• Assignment
Report how many lines of the material contain the string "route". Add nothing beyond the number.

*** Available data Section Begins ***

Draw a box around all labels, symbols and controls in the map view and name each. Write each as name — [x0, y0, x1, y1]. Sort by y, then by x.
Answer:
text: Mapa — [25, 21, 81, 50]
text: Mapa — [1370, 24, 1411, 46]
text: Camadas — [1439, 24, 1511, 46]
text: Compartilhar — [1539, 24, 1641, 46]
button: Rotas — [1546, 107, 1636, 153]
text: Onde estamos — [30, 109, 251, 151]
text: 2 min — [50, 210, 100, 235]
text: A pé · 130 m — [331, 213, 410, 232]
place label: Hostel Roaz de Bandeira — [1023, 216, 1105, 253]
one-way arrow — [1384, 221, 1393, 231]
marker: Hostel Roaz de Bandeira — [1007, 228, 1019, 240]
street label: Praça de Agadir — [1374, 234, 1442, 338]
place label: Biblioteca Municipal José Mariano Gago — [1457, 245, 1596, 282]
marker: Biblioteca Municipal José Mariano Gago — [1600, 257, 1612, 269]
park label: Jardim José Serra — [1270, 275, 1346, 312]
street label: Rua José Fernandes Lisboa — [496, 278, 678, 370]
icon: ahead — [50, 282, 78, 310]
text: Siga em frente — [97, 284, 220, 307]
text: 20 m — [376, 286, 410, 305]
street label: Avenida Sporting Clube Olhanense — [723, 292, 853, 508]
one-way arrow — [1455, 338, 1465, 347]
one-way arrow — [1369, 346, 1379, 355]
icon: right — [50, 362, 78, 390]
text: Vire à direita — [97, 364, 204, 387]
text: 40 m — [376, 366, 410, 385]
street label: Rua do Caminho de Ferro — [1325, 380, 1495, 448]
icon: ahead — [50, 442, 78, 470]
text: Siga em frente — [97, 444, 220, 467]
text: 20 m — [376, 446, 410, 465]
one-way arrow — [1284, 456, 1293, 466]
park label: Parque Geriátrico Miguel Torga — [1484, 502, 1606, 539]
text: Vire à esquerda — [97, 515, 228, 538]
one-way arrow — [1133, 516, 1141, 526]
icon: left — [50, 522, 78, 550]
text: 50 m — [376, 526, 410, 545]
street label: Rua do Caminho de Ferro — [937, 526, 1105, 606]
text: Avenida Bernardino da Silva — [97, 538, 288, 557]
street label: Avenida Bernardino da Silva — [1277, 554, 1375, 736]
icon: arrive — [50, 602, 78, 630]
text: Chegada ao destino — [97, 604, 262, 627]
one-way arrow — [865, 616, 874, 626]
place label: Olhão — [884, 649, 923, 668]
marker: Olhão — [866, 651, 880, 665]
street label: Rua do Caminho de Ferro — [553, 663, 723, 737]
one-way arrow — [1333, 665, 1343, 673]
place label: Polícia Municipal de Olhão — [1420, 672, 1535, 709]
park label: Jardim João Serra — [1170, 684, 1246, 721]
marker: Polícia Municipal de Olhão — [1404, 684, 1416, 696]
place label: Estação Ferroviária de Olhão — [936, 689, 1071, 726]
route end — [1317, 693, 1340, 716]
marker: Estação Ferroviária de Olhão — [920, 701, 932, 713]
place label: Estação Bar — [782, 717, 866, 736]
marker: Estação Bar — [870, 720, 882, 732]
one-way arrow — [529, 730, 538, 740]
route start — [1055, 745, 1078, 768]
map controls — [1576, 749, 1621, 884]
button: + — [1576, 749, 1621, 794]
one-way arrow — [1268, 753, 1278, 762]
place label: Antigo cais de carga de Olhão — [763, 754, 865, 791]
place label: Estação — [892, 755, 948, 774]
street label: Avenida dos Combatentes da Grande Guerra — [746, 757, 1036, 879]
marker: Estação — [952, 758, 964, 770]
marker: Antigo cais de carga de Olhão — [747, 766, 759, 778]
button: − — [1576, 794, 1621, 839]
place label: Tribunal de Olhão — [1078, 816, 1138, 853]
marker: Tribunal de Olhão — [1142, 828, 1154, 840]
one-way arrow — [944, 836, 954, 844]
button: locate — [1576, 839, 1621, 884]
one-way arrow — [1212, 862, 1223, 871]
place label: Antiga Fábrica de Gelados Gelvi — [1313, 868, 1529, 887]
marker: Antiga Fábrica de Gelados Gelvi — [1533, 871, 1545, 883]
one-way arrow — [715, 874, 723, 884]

*** Available data Section Ends ***

• The answer
2